Required work — Copy all of the data below exactly as it is given.

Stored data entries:
————

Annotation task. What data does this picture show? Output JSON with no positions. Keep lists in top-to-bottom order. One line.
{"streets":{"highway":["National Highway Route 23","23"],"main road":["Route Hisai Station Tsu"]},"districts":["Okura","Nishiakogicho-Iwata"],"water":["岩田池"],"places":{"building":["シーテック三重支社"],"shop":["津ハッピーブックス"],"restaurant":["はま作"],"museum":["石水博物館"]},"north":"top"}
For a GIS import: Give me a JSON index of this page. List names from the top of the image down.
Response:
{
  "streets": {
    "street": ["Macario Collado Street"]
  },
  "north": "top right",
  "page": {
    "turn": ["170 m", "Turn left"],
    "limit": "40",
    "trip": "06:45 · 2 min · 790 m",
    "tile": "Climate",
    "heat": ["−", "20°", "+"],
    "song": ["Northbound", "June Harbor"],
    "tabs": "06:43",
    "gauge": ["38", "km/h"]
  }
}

————

Exercise solution —
Annotation task. What data does this picture show? Output JSON with no positions. Keep lists in top-to-bottom order. One line.
{"streets":{"highway":["National Highway Route 23","23"],"main road":["Route Hisai Station Tsu"]},"districts":["Okura","Nishiakogicho-Iwata"],"water":["岩田池"],"places":{"building":["シーテック三重支社"],"shop":["津ハッピーブックス"],"restaurant":["はま作"],"museum":["石水博物館"]},"north":"top"}
For a GIS import: Give me a JSON index of this page. List names from the top of the image down.
Response:
{
  "streets": {
    "street": ["Macario Collado Street"]
  },
  "north": "top right",
  "page": {
    "turn": ["170 m", "Turn left"],
    "limit": "40",
    "trip": "06:45 · 2 min · 790 m",
    "tile": "Climate",
    "heat": ["−", "20°", "+"],
    "song": ["Northbound", "June Harbor"],
    "tabs": "06:43",
    "gauge": ["38", "km/h"]
  }
}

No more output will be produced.